You want to list students by their grade and then by their name alphabetically.
You have sales data and want to sort first by date, then by amount.
You want to organize a list of products by category and then by price.
You need to prepare data for reports where order matters by multiple fields.
Syntax
Pandas
DataFrame.sort_values(by=[column1, column2, ...], ascending=[True, False, ...])

The by parameter takes a list of column names to sort by in order.

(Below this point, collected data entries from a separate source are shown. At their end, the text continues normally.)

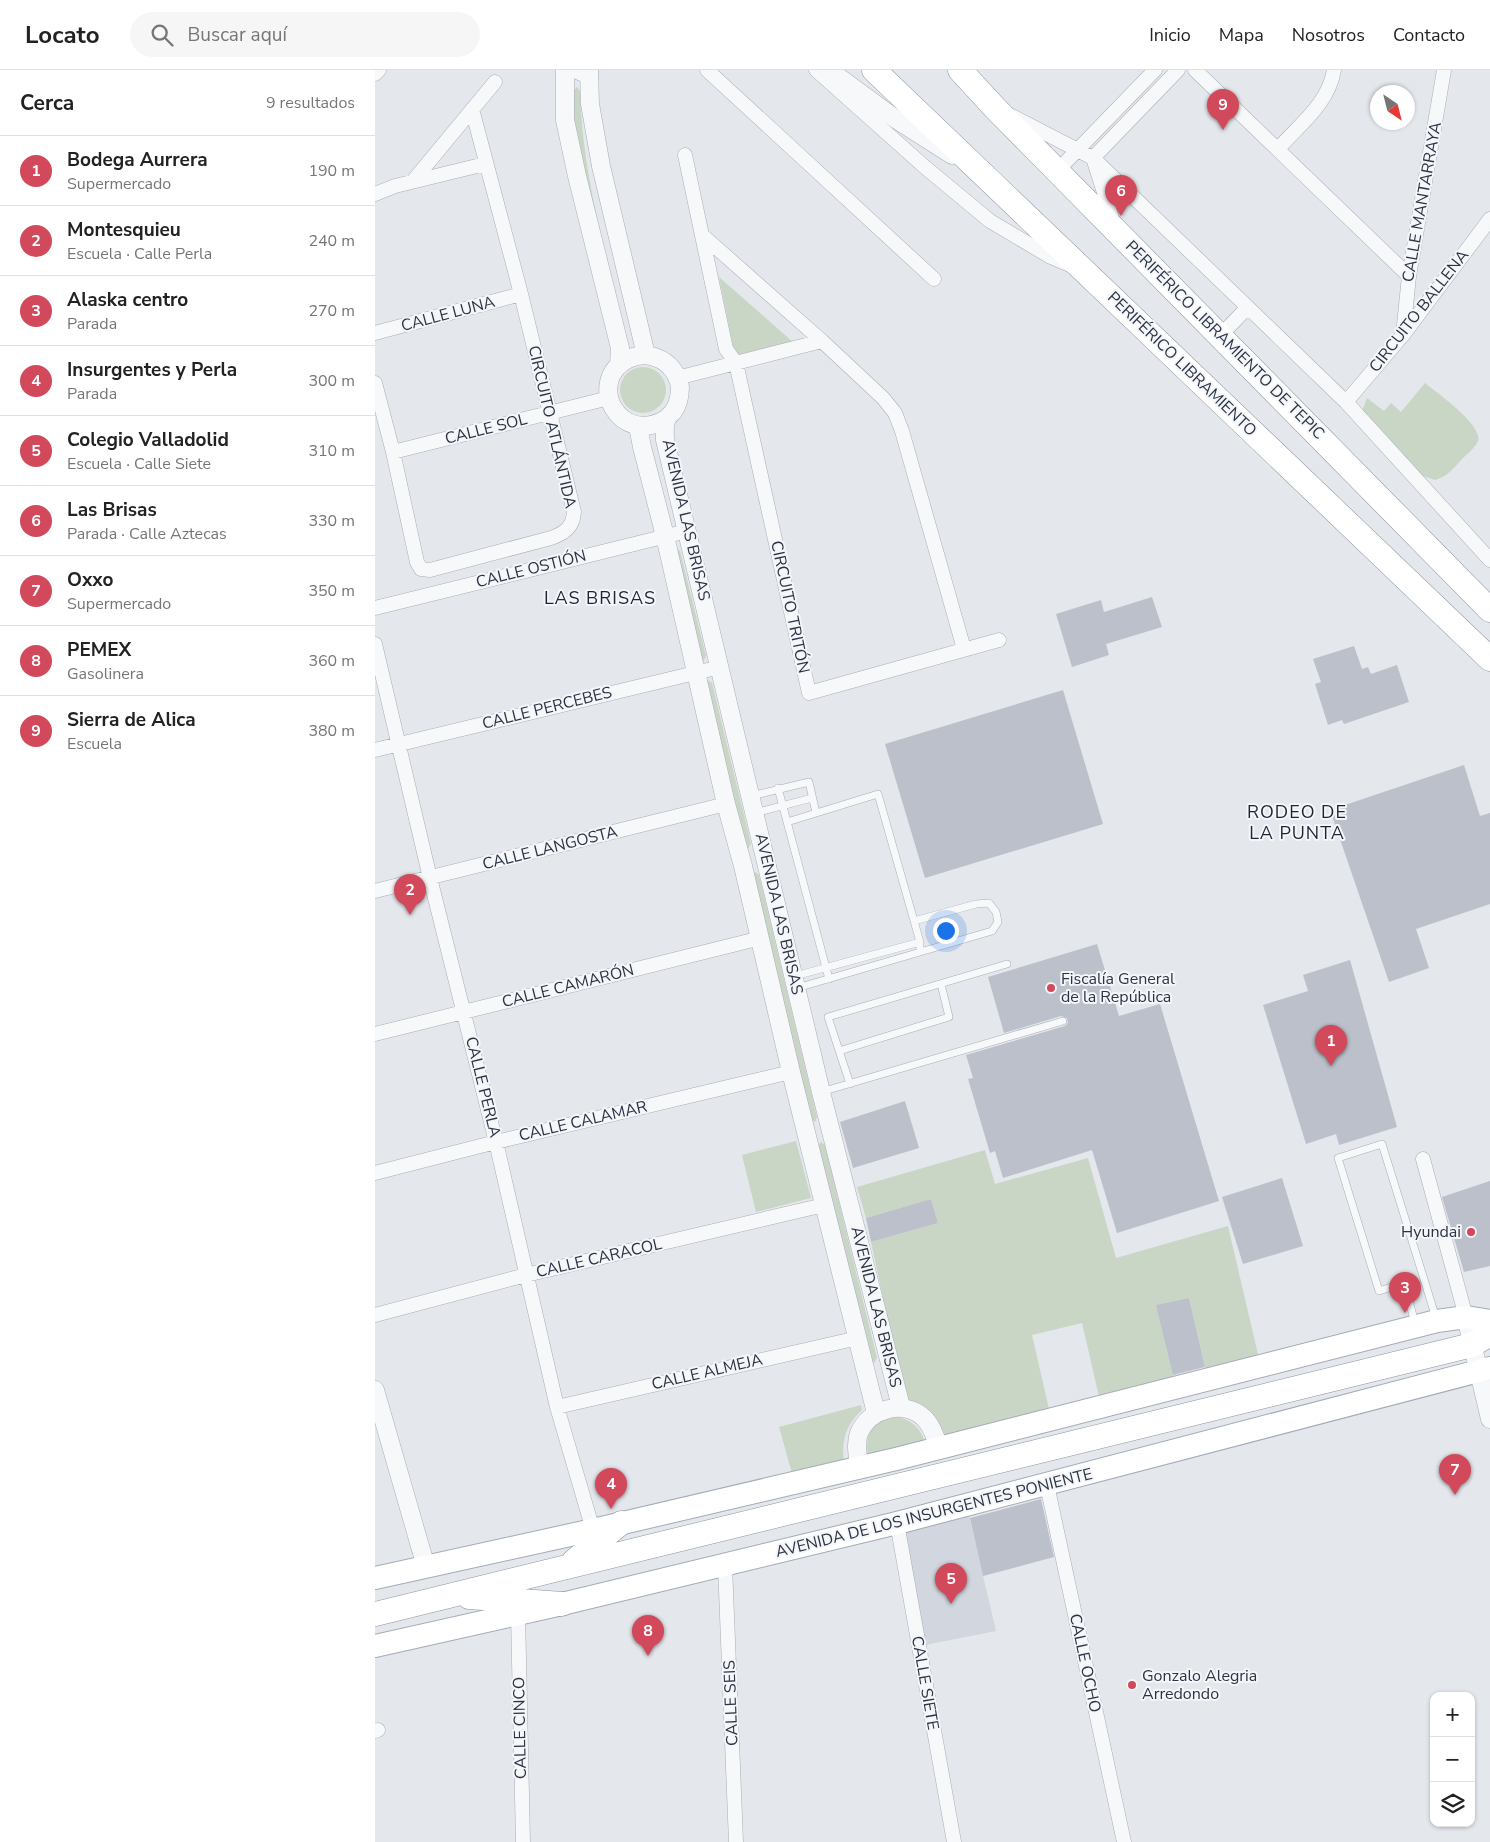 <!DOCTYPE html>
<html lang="es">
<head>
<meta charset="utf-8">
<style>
	:root { --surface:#fff; --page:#f6f6f6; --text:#222; --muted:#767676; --line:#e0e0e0; --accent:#d1495b }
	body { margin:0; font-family:"Nunito Sans",sans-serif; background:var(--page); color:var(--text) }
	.controls { position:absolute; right:15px; bottom:15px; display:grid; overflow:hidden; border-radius:10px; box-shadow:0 1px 4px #0004 }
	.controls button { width:45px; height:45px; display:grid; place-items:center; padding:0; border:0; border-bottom:1px solid var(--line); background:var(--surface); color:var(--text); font:25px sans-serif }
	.compass { position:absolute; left:995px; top:15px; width:45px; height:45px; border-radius:50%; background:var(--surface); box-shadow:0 1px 4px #0004; rotate:145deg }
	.you { position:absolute; left:570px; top:860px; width:18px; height:18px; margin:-12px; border:4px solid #fff; border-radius:50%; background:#1a73e8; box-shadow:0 0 0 8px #1a73e833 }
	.badge { display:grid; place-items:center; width:32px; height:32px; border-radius:50%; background:var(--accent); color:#fff; font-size:16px; font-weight:700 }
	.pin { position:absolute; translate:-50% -41px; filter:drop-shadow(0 1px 2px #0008) }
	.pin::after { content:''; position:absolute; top:26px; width:18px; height:15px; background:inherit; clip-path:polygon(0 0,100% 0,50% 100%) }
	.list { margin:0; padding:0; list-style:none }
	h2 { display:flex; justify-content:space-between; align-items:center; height:65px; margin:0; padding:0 20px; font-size:21px }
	h2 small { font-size:16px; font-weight:400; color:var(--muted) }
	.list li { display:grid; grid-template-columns:32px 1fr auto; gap:15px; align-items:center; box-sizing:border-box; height:70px; padding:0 20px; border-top:1px solid var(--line) }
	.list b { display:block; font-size:19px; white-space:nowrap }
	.list p { margin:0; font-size:16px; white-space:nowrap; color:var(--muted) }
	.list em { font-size:16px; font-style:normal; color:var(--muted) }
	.icon { flex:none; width:28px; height:28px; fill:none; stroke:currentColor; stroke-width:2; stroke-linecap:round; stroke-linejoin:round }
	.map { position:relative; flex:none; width:1115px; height:1772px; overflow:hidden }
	header { display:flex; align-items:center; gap:30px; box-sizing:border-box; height:70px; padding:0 25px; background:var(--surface); border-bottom:1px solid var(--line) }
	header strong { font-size:24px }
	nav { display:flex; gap:28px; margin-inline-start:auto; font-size:18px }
	.search { width:350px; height:45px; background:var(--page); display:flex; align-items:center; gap:12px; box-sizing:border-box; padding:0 18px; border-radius:28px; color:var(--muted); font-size:19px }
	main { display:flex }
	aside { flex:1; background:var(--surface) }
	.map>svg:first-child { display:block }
	.built { fill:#d2d6de }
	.green { fill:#c9d6c5 }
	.building { fill:#bbc0ca }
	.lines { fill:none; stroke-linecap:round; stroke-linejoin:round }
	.service-casing { stroke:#a9aeb7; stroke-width:8 }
	.minor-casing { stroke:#a9aeb7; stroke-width:15 }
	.tertiary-casing { stroke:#a9aeb7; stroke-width:19 }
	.primary-casing { stroke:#a3abb8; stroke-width:24 }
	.trunk-casing { stroke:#8b94a3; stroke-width:25 }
	.service { stroke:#f7f8fa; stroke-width:7 }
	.minor { stroke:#f7f8fa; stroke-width:14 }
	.tertiary { stroke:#f7f8fa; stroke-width:18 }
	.primary { stroke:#fff; stroke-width:22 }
	.trunk { stroke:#fff; stroke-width:24 }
	.poi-dot { fill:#d1495b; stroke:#f4f6f9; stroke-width:2 }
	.labels { text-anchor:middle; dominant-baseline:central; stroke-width:4; stroke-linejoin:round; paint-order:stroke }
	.street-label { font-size:16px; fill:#2b3445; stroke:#f4f6f9 }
	.poi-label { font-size:16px; fill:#2b3445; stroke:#f4f6f9; text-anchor:start }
	.neighbourhood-label { font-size:18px; letter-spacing:1px; fill:#1d2536; stroke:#f4f6f9 }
</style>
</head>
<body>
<header>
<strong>Locato</strong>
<div class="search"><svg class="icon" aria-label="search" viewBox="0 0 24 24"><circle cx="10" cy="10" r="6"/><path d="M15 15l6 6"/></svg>Buscar aquí</div>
<nav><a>Inicio</a><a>Mapa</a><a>Nosotros</a><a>Contacto</a></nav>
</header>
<main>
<aside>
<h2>Cerca<small>9 resultados</small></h2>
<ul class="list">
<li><span class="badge">1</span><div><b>Bodega Aurrera</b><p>Supermercado</p></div><em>190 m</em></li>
<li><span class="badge">2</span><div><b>Montesquieu</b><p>Escuela · Calle Perla</p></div><em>240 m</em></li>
<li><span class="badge">3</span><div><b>Alaska centro</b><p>Parada</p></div><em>270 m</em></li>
<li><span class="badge">4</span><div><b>Insurgentes y Perla</b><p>Parada</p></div><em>300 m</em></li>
<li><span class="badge">5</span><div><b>Colegio Valladolid</b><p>Escuela · Calle Siete</p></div><em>310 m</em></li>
<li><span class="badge">6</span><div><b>Las Brisas</b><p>Parada · Calle Aztecas</p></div><em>330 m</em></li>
<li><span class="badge">7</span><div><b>Oxxo</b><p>Supermercado</p></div><em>350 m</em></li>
<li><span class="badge">8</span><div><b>PEMEX</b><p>Gasolinera</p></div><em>360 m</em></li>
<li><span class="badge">9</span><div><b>Sierra de Alica</b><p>Escuela</p></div><em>380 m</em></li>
</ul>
</aside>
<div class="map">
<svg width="1115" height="1772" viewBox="0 0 1115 1772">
	<rect width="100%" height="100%" fill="#e4e7ec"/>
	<path class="built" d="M593 1441 621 1561 545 1576 524 1459Z"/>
	<path class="green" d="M202 17 205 21C207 108 234 194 254 279L248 280 199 58 198 21Z
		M344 207 418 272 360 286Z
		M245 320a23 23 0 1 1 46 0a23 23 0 1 1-46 0Z
		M1050 313C1062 323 1108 355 1103 371 1100 378 1092 384 1087 389 1079 398 1072 407 1060 410L1048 406 1000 360 991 349 988 339 992 328 1009 341 1016 333 1026 342Z
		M301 478 305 481 331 586 328 592Z
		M333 610 337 613 376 774 373 779 369 776 330 615Z
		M380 802 384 805 442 1047 440 1052 435 1049 376 806Z
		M421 1071 436 1128 381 1142 367 1085Z
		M446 1072 450 1075 502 1288 499 1293 494 1290 443 1076Z
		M610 1080 620 1114 713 1088 741 1188 853 1156 885 1293 832 1305 814 1228 782 1235 800 1313 725 1331 707 1253 657 1265 675 1343 568 1368 530 1330 496 1172 563 1153 556 1129 491 1148 482 1117Z
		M486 1335 487 1340C471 1354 466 1371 469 1392L418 1407 404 1357Z
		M523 1347C538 1351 545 1358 550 1372L493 1386C489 1363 498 1349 523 1347Z"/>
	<path class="building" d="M777 527 787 557 731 574 734 585 697 597 681 544 726 530 729 542Z
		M979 576 987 599 993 597 996 604 1022 595 1034 632 969 654 967 650 953 655 940 614 946 612 938 589Z
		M688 620 728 754 550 808 510 674Z
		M1089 695 1105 746 1115 743V834L1041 859 1054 898 1014 912 955 740Z
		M722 874 744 946 785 934 844 1131 742 1163 717 1080 628 1108 620 1081 615 1083 593 1009 598 1008 591 985 690 956 693 953 692 948 686 946 629 963 613 907Z
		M975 890 1022 1057 964 1075 961 1064 931 1074 888 935 933 921 928 905Z
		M530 1031 544 1078 478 1098 465 1052Z
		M907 1108 928 1176 868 1194 847 1127Z
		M1115 1111V1196L1089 1202 1067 1127Z
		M556 1129 563 1153 496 1172 491 1148Z
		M814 1228 830 1297 798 1305 781 1235Z
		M666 1429 679 1487 608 1506 595 1448Z"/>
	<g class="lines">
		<defs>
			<path id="service" d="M403 718 454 909
				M376 726 434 712 441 743
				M380 743 437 728
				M412 752 503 724 545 872V881
				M420 906 545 872
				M422 918 617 861 623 852 621 842 614 833 601 834 539 851
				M464 981 574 947 566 914
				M475 1014 453 947 632 894
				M446 1022 688 951
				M1040 1253 1029 1213 1004 1221 963 1088 1007 1074 1061 1248"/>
			<path id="minor" d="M197 0 214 7
				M332 0 559 209
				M441 0 551 98 615 151 674 186 695 195
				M820 0 1034 206
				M0 4 4 0
				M637 46 718 88 971 332 1115 490
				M903 79C924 55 954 33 959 0
				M310 85 351 279 361 293 434 623 624 570
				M683 100 780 0
				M38 111 120 12
				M0 124 20 116 110 94
				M739 154 718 88 803 0
				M327 165 447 271 508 328 520 343 527 361 589 579
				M0 263 146 224
				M1028 265 1034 206 1069 0
				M845 266 872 238
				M302 308 447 271
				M0 313 18 382 42 492 46 499 55 500 176 468C190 463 198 457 199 442L146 224 97 39
				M971 332 1028 265 1115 149
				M18 382 234 328
				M0 538 312 461
				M0 574 55 808 121 1072 182 1337 218 1460
				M0 680 345 597
				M0 821 351 734
				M0 964 386 868
				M1048 1089 1091 1247
				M0 1103 121 1072 416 1002
				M0 1245 151 1205 449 1135
				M182 1337 483 1268
				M672 1415 749 1772
				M522 1453 579 1772
				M350 1495 361 1772
				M143 1544 148 1772
				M0 1661 3 1660"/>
			<path id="tertiary" d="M190 0V50L202 106 245 278 244 295
				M214 0 215 34 226 96 271 285
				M454 0 522 50 577 85
				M291 349C244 377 210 311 253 289 262 285 273 284 282 288 294 292 303 304 305 317 305 326 303 335 298 342 295 345 292 347 291 351 289 357 290 364 290 370L446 1022 526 1337
				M263 356 267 377 290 466 351 734 368 796 416 1002 501 1343
				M1091 1247 1115 1349
				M0 1320 51 1497
				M484 1397C483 1386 480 1374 484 1363 495 1338 528 1330 548 1347 557 1355 560 1367 564 1377"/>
			<path id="primary" d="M0 1508 218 1460 521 1389 1062 1251 1091 1247 1115 1251
				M0 1576 187 1534 522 1453 1115 1298"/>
			<path id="trunk" d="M499 0 1115 589
				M585 0 620 38 1115 540
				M199 1491 246 1453
				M94 1527 187 1534
				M0 1544 1097 1275 1115 1264"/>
		</defs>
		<use href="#service" class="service-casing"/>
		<use href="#minor" class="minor-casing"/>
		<use href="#tertiary" class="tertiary-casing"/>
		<use href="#primary" class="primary-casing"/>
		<use href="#trunk" class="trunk-casing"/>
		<use href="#service" class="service"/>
		<use href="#minor" class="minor"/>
		<use href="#tertiary" class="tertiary"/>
		<use href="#primary" class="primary"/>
		<use href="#trunk" class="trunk"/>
	</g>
	<g class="poi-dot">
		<circle cx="676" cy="918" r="5"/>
		<circle cx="1096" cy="1162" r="5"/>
		<circle cx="757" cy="1615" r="5"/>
	</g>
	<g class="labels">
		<g class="street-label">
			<text transform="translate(1047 132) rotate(-80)">CALLE MANTARRAYA</text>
			<text transform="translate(1044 241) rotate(-52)">CIRCUITO BALLENA</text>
			<text transform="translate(73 244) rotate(-15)">CALLE LUNA</text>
			<text transform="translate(850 270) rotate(45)">PERIFÉRICO LIBRAMIENTO DE TEPIC</text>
			<text transform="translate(807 294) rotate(44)">PERIFÉRICO LIBRAMIENTO</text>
			<text transform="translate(177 357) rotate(77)">CIRCUITO ATLÁNTIDA</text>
			<text transform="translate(111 359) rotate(-14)">CALLE SOL</text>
			<text transform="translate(311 450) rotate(77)">AVENIDA LAS BRISAS</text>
			<text transform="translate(156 499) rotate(-14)">CALLE OSTIÓN</text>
			<text transform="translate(415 537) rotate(78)">CIRCUITO TRITÓN</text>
			<text transform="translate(172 638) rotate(-14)">CALLE PERCEBES</text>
			<text transform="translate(175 778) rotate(-14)">CALLE LANGOSTA</text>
			<text transform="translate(404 844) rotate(77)">AVENIDA LAS BRISAS</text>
			<text transform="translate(193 916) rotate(-14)">CALLE CAMARÓN</text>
			<text transform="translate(108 1017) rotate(76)">CALLE PERLA</text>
			<text transform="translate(208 1051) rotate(-13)">CALLE CALAMAR</text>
			<text transform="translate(224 1188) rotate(-13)">CALLE CARACOL</text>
			<text transform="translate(501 1237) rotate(76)">AVENIDA LAS BRISAS</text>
			<text transform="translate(332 1302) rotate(-13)">CALLE ALMEJA</text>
			<text transform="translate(559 1443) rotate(-14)">AVENIDA DE LOS INSURGENTES PONIENTE</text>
			<text transform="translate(710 1593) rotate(78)">CALLE OCHO</text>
			<text transform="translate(550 1613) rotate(80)">CALLE SIETE</text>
			<text transform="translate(356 1633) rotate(-92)">CALLE SEIS</text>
			<text transform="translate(145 1658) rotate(-91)">CALLE CINCO</text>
		</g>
		<g class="poi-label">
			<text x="686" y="909">Fiscalía General<tspan x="686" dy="18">de la República</tspan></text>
			<text x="1086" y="1162" text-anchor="end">Hyundai</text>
			<text x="767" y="1606">Gonzalo Alegria<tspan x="767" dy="18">Arredondo</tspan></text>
		</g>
		<g class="neighbourhood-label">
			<text x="225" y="528">LAS BRISAS</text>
			<text x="922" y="742">RODEO DE<tspan x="922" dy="21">LA PUNTA</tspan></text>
		</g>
	</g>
</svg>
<div class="controls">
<button>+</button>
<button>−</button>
<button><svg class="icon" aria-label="layers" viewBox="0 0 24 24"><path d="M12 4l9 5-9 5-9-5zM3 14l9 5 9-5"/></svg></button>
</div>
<svg class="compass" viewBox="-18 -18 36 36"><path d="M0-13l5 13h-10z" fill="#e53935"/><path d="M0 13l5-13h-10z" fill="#767676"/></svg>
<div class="you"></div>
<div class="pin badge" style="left:956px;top:996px">1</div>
<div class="pin badge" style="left:35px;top:845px">2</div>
<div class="pin badge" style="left:1030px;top:1243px">3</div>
<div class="pin badge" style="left:236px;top:1439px">4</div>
<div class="pin badge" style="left:576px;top:1534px">5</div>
<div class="pin badge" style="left:746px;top:146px">6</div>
<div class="pin badge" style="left:1080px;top:1425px">7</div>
<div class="pin badge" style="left:273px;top:1586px">8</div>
<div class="pin badge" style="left:848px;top:60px">9</div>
</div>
</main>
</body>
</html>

The ascending parameter takes a list of booleans to set ascending or descending order for each column.

Examples
Sorts the DataFrame first by age ascending, then by score ascending.
Pandas
df.sort_values(by=['age', 'score'])
Sorts by age ascending and score descending.
Pandas
df.sort_values(by=['age', 'score'], ascending=[True, False])
Sorts by city descending and name ascending.
Pandas
df.sort_values(by=['city', 'name'], ascending=[False, True])
Sample Program

This code creates a small table of people with their age and score. It sorts the table first by age from smallest to largest, then by score from largest to smallest within the same age.

Pandas
import pandas as pd

data = {
    'name': ['Alice', 'Bob', 'Charlie', 'David', 'Eva'],
    'age': [25, 30, 25, 30, 22],
    'score': [85, 90, 85, 88, 95]
}
df = pd.DataFrame(data)

# Sort by age ascending, then score descending
sorted_df = df.sort_values(by=['age', 'score'], ascending=[True, False])
print(sorted_df)
OutputSuccess
Important Notes

If you do not provide ascending, all columns sort ascending by default.

Make sure the lists for by and ascending have the same length.

Sorting does not change the original DataFrame unless you use inplace=True.

Summary

sort_values() helps organize data by one or more columns.

You can control ascending or descending order for each column separately.

Sorting makes it easier to analyze and understand your data.